Ist das Vorgehen Kagames nicht zumindest in Teilen verständlich? Victoire Ingabire, deren Kandidatur bei den Präsidentschaftswahlen verhindert wurde, werden Kontakte zu den FDLR-Hutu-Milizen nachgesagt, in deren Reihen sich viele Völkermörder von 1994 befinden. Bis heute versucht die FDLR aus der Demokratischen Republik Kongo heraus, die Regierung Kagame zu stürzen.

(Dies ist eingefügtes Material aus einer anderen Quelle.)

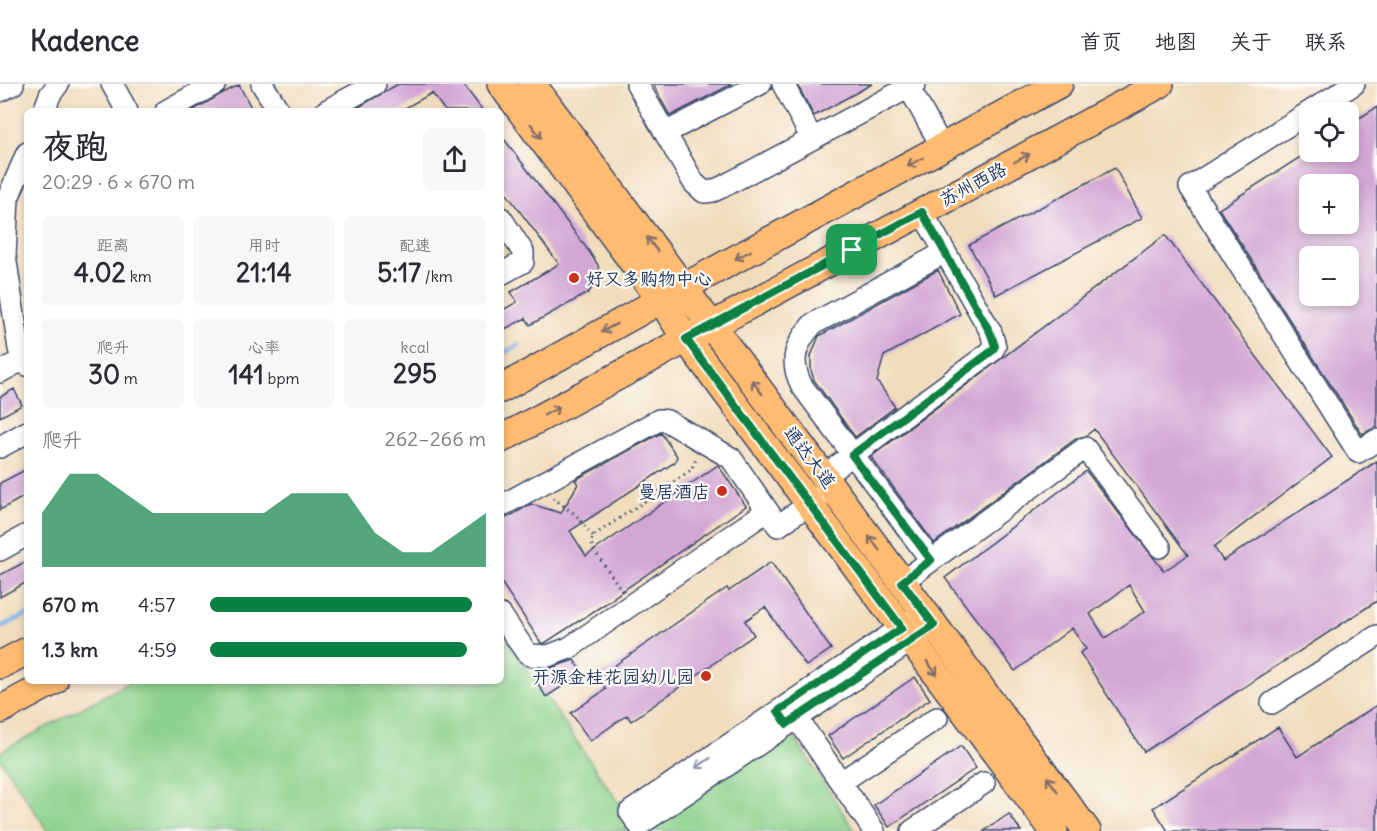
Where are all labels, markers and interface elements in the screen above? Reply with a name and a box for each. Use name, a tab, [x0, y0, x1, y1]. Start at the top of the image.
text: Kadence	[30, 23, 139, 59]
text: 首页	[1080, 28, 1122, 55]
text: 地图	[1155, 28, 1197, 55]
text: 关于	[1230, 28, 1272, 55]
text: 联系	[1305, 28, 1347, 55]
map controls	[1299, 102, 1359, 306]
button: locate	[1299, 102, 1359, 162]
one-way arrow	[529, 123, 542, 139]
text: 夜跑	[42, 125, 108, 167]
button: share	[423, 128, 486, 191]
one-way arrow	[1013, 152, 1030, 164]
one-way arrow	[906, 157, 924, 168]
street label: 苏州西路	[936, 157, 1010, 211]
text: 20:29 · 6 × 670 m	[42, 169, 195, 194]
button: +	[1299, 174, 1359, 234]
pin	[826, 224, 877, 275]
icon: arrive	[835, 233, 868, 266]
text: 距离	[97, 235, 129, 255]
text: 用时	[248, 235, 280, 255]
text: 配速	[399, 235, 431, 255]
one-way arrow	[646, 237, 658, 253]
button: −	[1299, 246, 1359, 306]
one-way arrow	[735, 249, 752, 261]
text: 4.02	[74, 256, 126, 289]
text: 21:14	[236, 256, 292, 289]
text: 5:17	[377, 256, 421, 289]
text: km	[126, 266, 152, 286]
text: /km	[421, 266, 453, 286]
place label: 好又多购物中心	[586, 267, 712, 290]
marker: 好又多购物中心	[567, 271, 581, 285]
one-way arrow	[601, 323, 619, 334]
text: 爬升	[97, 337, 129, 357]
text: 心率	[248, 337, 280, 357]
text: kcal	[401, 337, 429, 357]
text: 295	[393, 357, 437, 390]
text: 30	[88, 358, 120, 391]
text: 141	[228, 358, 264, 391]
text: m	[120, 368, 138, 388]
text: bpm	[264, 368, 300, 388]
one-way arrow	[751, 379, 764, 395]
one-way arrow	[543, 405, 561, 416]
street label: 通达大道	[779, 421, 841, 493]
text: 262–266 m	[385, 426, 486, 451]
text: 爬升	[42, 427, 82, 452]
place label: 曼居酒店	[638, 480, 710, 503]
marker: 曼居酒店	[715, 484, 729, 498]
one-way arrow	[867, 536, 880, 552]
text: 670 m	[42, 592, 99, 617]
text: 4:57	[138, 592, 175, 617]
text: 1.3 km	[42, 637, 98, 662]
text: 4:59	[138, 637, 177, 662]
one-way arrow	[926, 660, 938, 676]
place label: 开源金桂花园幼儿园	[532, 665, 694, 688]
marker: 开源金桂花园幼儿园	[699, 669, 713, 683]
one-way arrow	[695, 757, 711, 769]
one-way arrow	[1046, 776, 1059, 792]

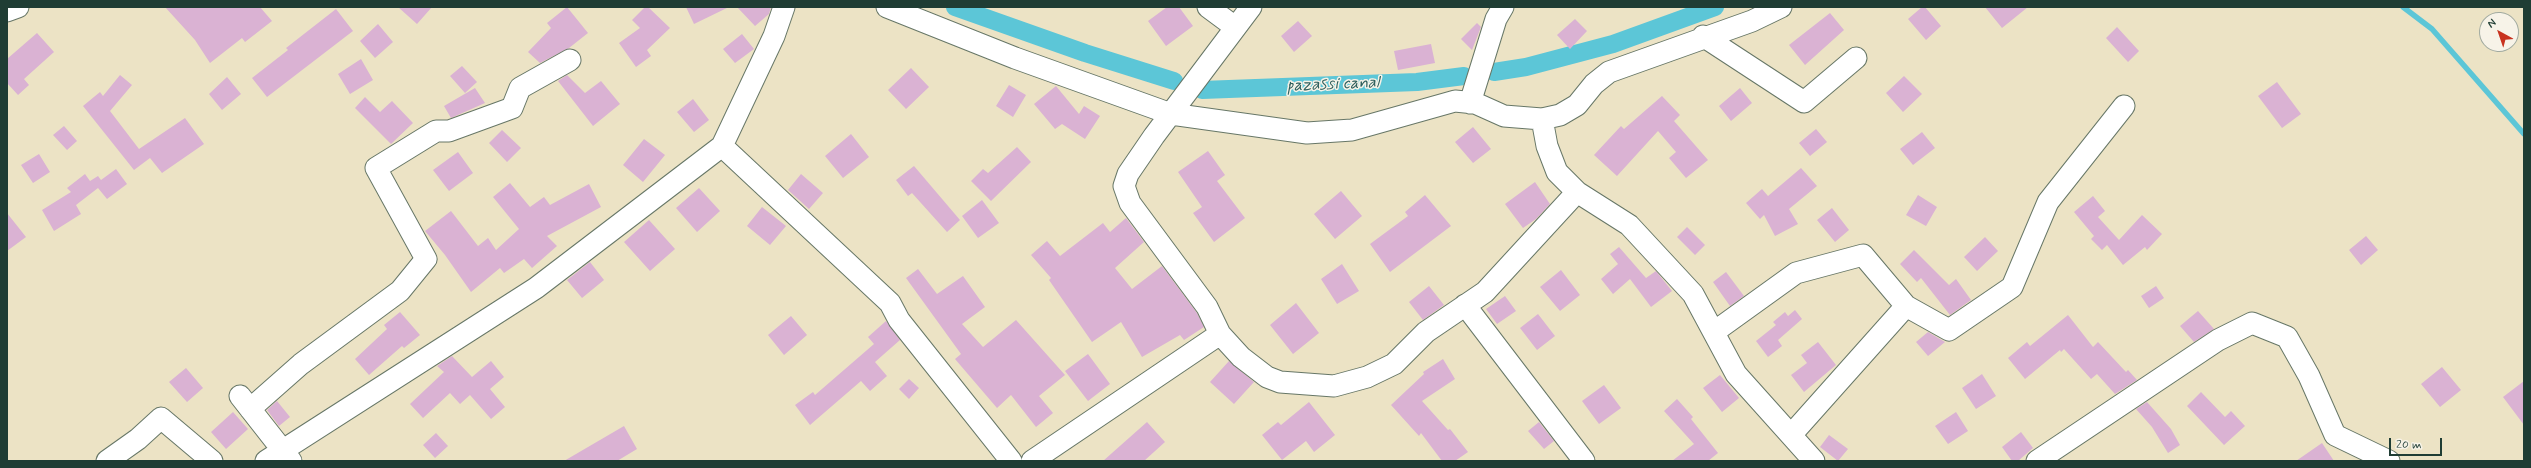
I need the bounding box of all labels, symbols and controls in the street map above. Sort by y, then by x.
north arrow [2479,12,2519,52]
text: N [2485,16,2499,31]
water label: pazassi canal [1286,73,1380,97]
scale bar [2391,430,2444,456]
text: 20 m [2396,437,2422,453]

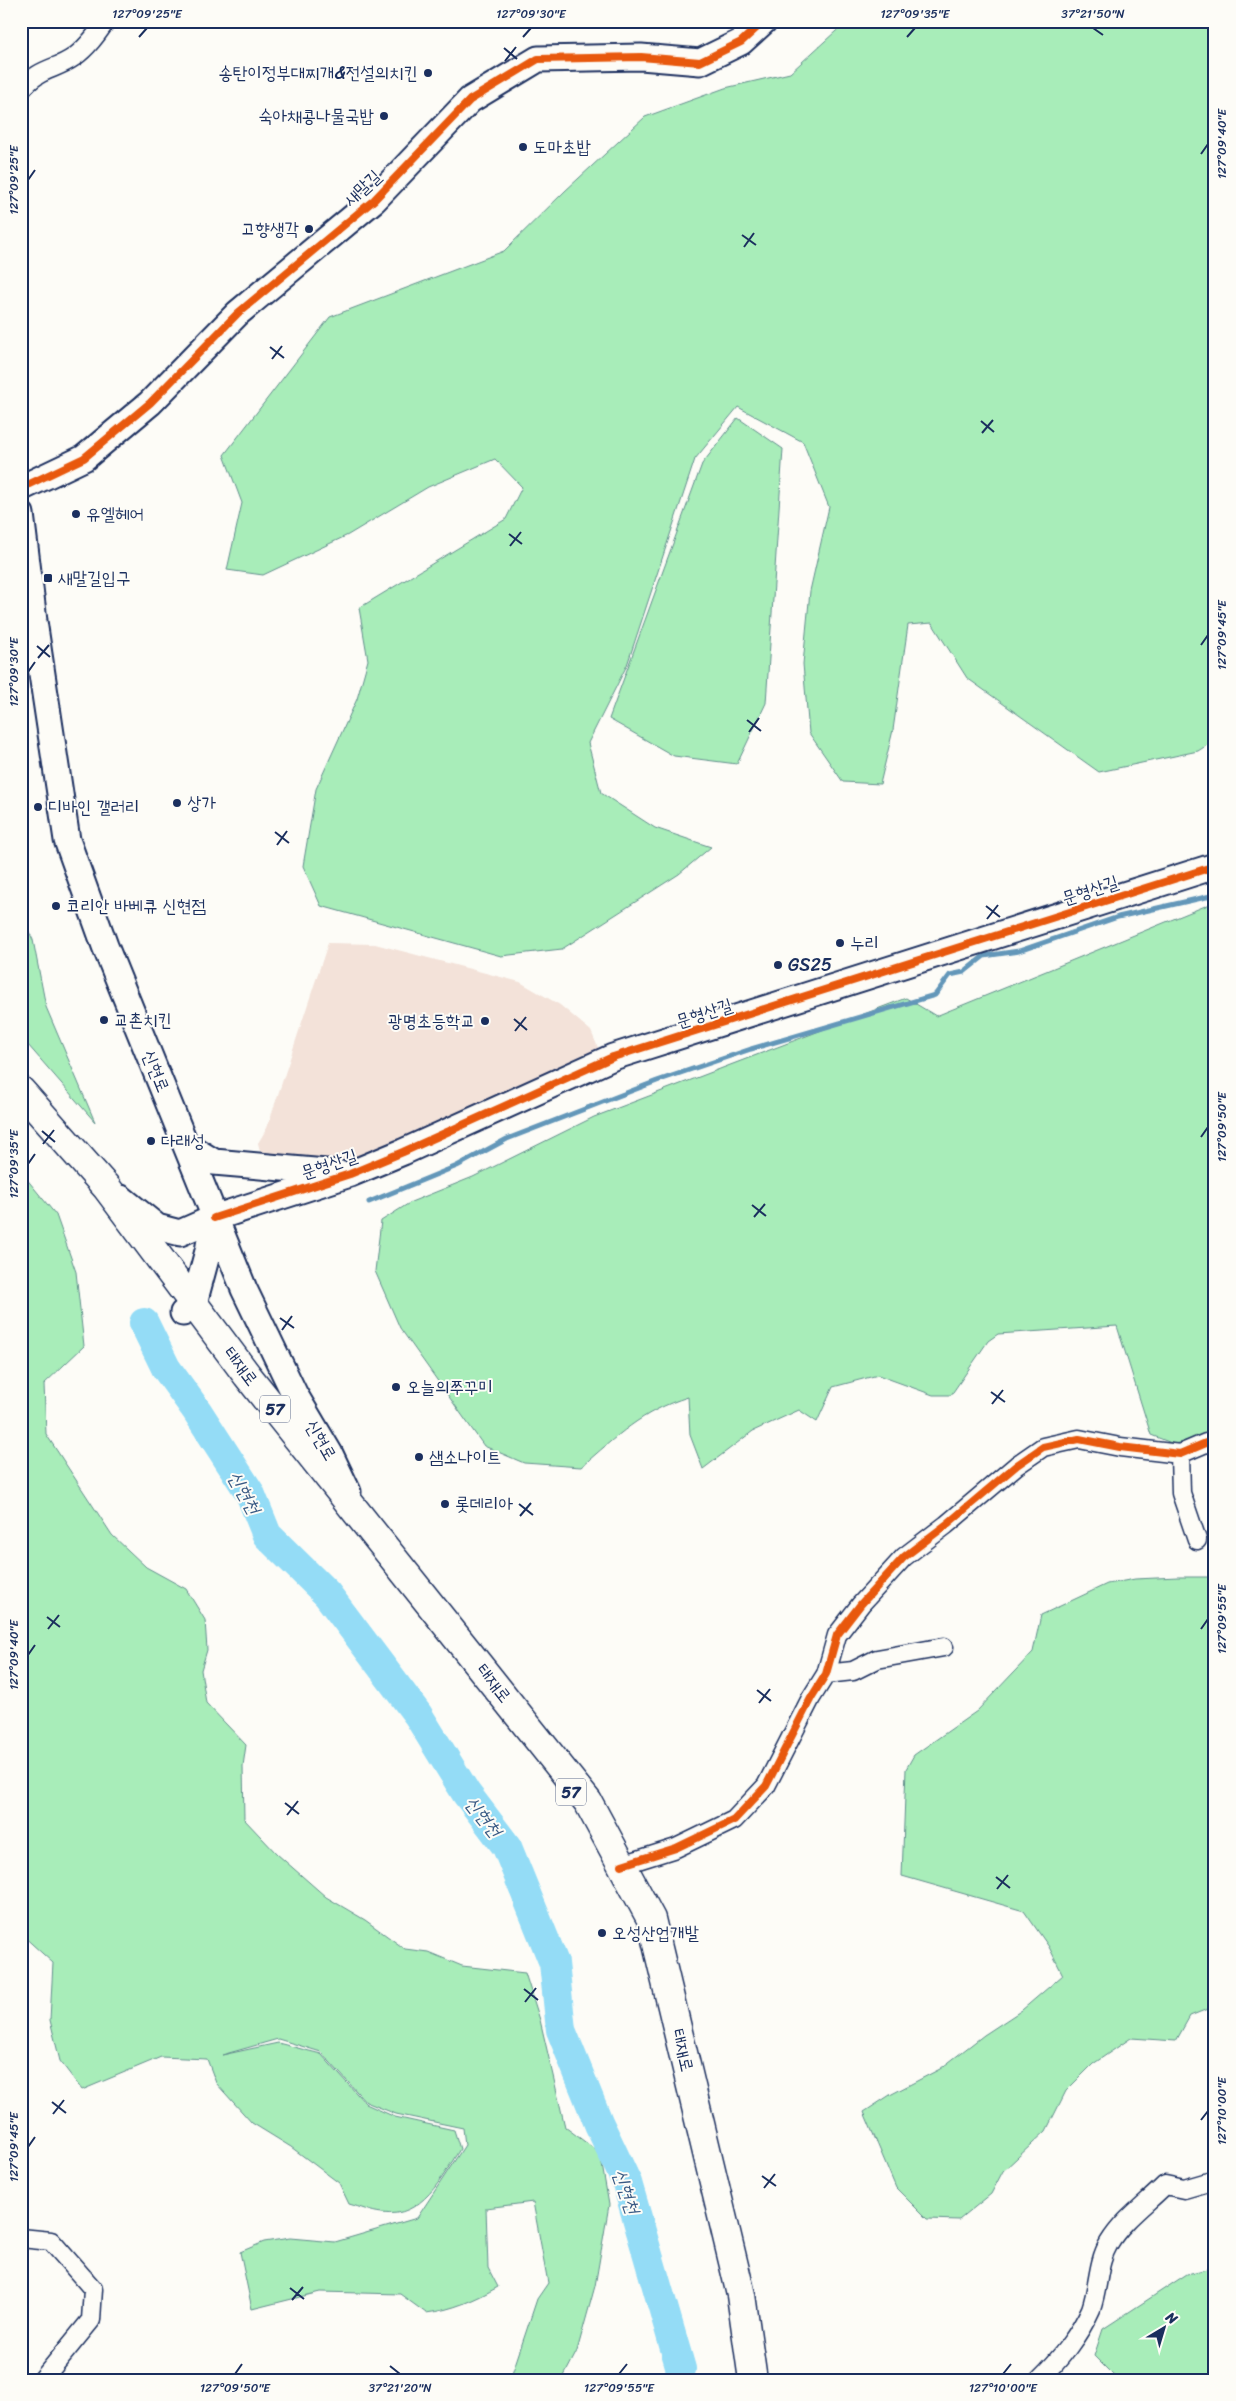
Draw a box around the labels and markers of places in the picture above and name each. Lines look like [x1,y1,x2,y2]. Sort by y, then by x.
place label: 송탄이정부대찌개&전설의치킨 [218,57,418,89]
marker: 송탄이정부대찌개&전설의치킨 [422,67,434,79]
place label: 숙아채콩나물국밥 [258,100,375,132]
marker: 숙아채콩나물국밥 [378,110,390,122]
place label: 도마초밥 [533,131,591,163]
marker: 도마초밥 [517,141,529,153]
place label: 고향생각 [241,213,300,245]
marker: 고향생각 [303,223,315,235]
place label: 유엘헤어 [86,498,144,530]
marker: 유엘헤어 [70,508,82,520]
place label: 새말길입구 [58,562,130,594]
marker: 새말길입구 [42,572,54,584]
place label: 상가 [187,787,216,819]
place label: 디바인 갤러리 [48,791,140,823]
marker: 상가 [171,797,183,809]
marker: 디바인 갤러리 [32,801,44,813]
place label: 코리안 바베큐 신현점 [66,890,206,922]
marker: 코리안 바베큐 신현점 [50,900,62,912]
place label: 누리 [850,927,879,959]
marker: 누리 [834,937,846,949]
place label: GS25 [788,949,832,981]
marker: GS25 [772,959,784,971]
place label: 교촌치킨 [114,1004,172,1036]
place label: 광명초등학교 [388,1005,475,1037]
marker: 교촌치킨 [98,1014,110,1026]
marker: 광명초등학교 [479,1015,491,1027]
place label: 다래성 [161,1125,204,1157]
marker: 다래성 [145,1135,157,1147]
place label: 오늘의쭈꾸미 [406,1371,493,1403]
marker: 오늘의쭈꾸미 [390,1381,402,1393]
place label: 샘소나이트 [429,1441,501,1473]
marker: 샘소나이트 [413,1451,425,1463]
place label: 롯데리아 [455,1488,513,1520]
marker: 롯데리아 [439,1498,451,1510]
place label: 오성산업개발 [612,1917,699,1949]
marker: 오성산업개발 [596,1927,608,1939]

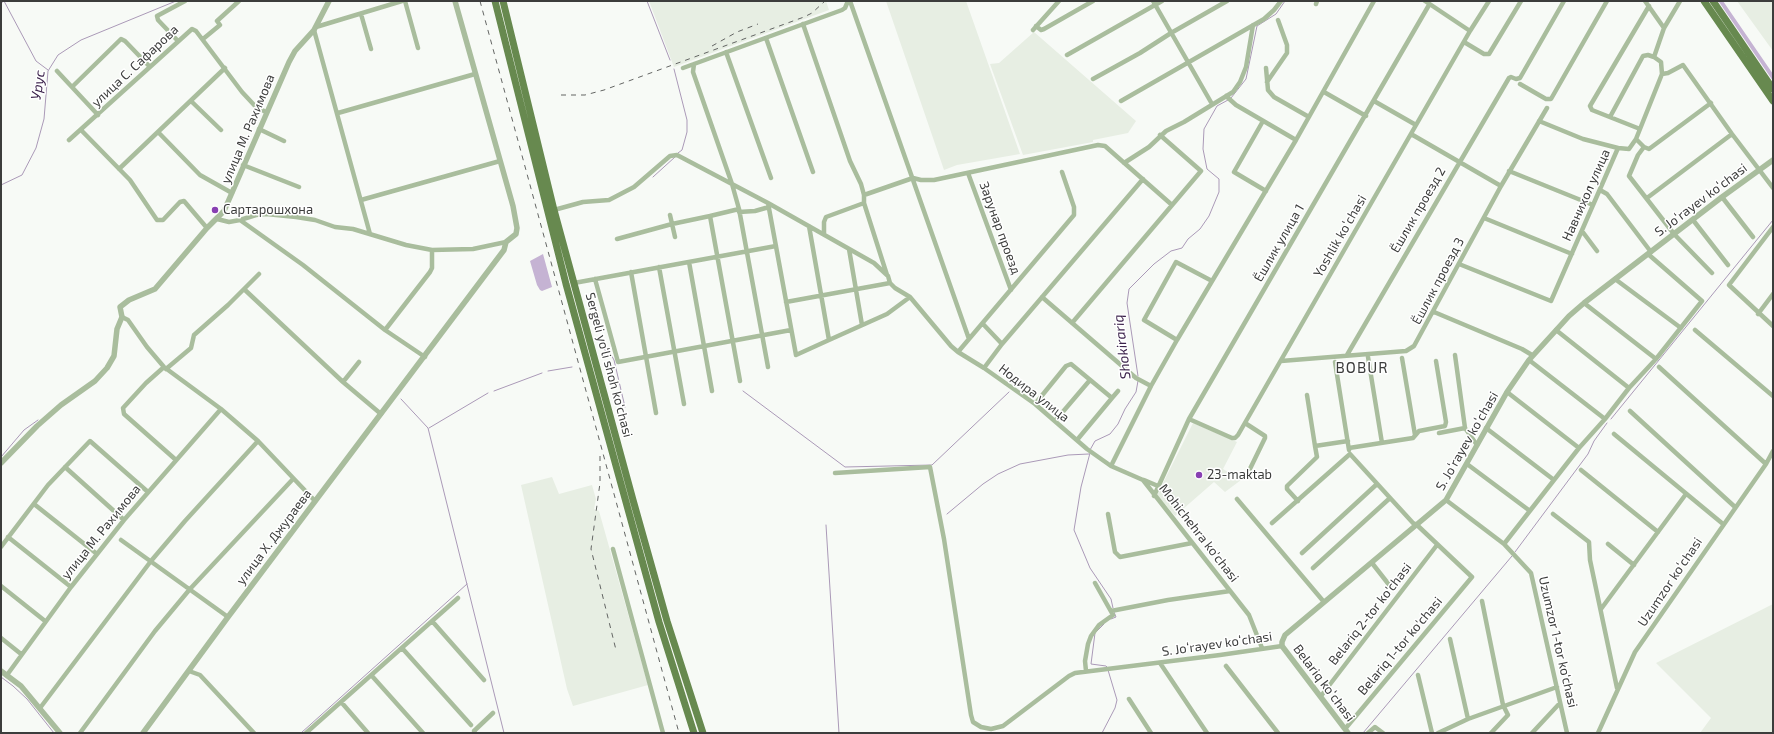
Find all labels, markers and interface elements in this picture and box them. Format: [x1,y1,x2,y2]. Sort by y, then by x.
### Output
street label: улица С. Сафарова [88,22,182,110]
water label: Урус [27,69,49,101]
street label: улица М. Рахимова [218,72,278,186]
street label: Навнихол улица [1559,147,1613,243]
street label: S. Joʻrayev koʻchasi [1652,160,1750,240]
street label: Ёшлик проезд 2 [1387,164,1449,256]
street label: Зарунар проезд [976,180,1024,276]
street label: Yoshlik koʻchasi [1310,192,1370,280]
street label: Ёшлик улица 1 [1251,201,1307,285]
place label: Сартарошхона [223,202,313,218]
marker: Сартарошхона [210,205,220,215]
street label: Ёшлик проезд 3 [1409,235,1467,327]
street label: Sergeli yo‘li shoh ko‘chasi [582,291,636,439]
water label: Shokirariq [1110,314,1134,380]
district label: BOBUR [1336,359,1388,377]
street label: Нодира улица [996,361,1072,425]
street label: S. Joʻrayev koʻchasi [1432,389,1502,493]
place label: 23-maktab [1207,467,1272,483]
marker: 23-maktab [1194,470,1204,480]
street label: улица М. Рахимова [58,481,144,583]
street label: Mohichehra ko'chasi [1156,481,1242,585]
street label: улица Х. Джураева [233,486,315,588]
street label: Uzumzor koʻchasi [1634,535,1706,629]
street label: Belariq 2-tor ko'chasi [1325,560,1415,668]
street label: Uzumzor 1-tor ko‘chasi [1535,575,1581,709]
street label: Belariq 1-tor ko'chasi [1354,594,1446,698]
street label: S. Joʻrayev koʻchasi [1161,629,1273,659]
street label: Belariq koʻchasi [1290,641,1358,725]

Die Lage ist komplex, das macht die Kritik an Kagames Vorgehen so schwierig. Natürlich kann er mit einiger Überzeugungskraft sagen, ein Land mit der Geschichte Ruandas, mit den weit über einer Million Toten infolge von Krieg, Bürgerkrieg, Völkermord, muss ganz besonders sensibel sein, wenn es darum geht, das Land neu aufzubauen. Sicher muss aufgepasst werden, wo Gefahr für die Stabilität droht. Das ist ein ganz wichtiger Punkt. Ich verstehe jeden Ruander, der sagt: Ich möchte alles haben, bloß nicht wieder einen Massenmord, wie wir ihn erlebt haben. Auf der anderen Seite ist das ein Argument, das tendenziell alles zu rechtfertigen vermag. Das macht es so gefährlich.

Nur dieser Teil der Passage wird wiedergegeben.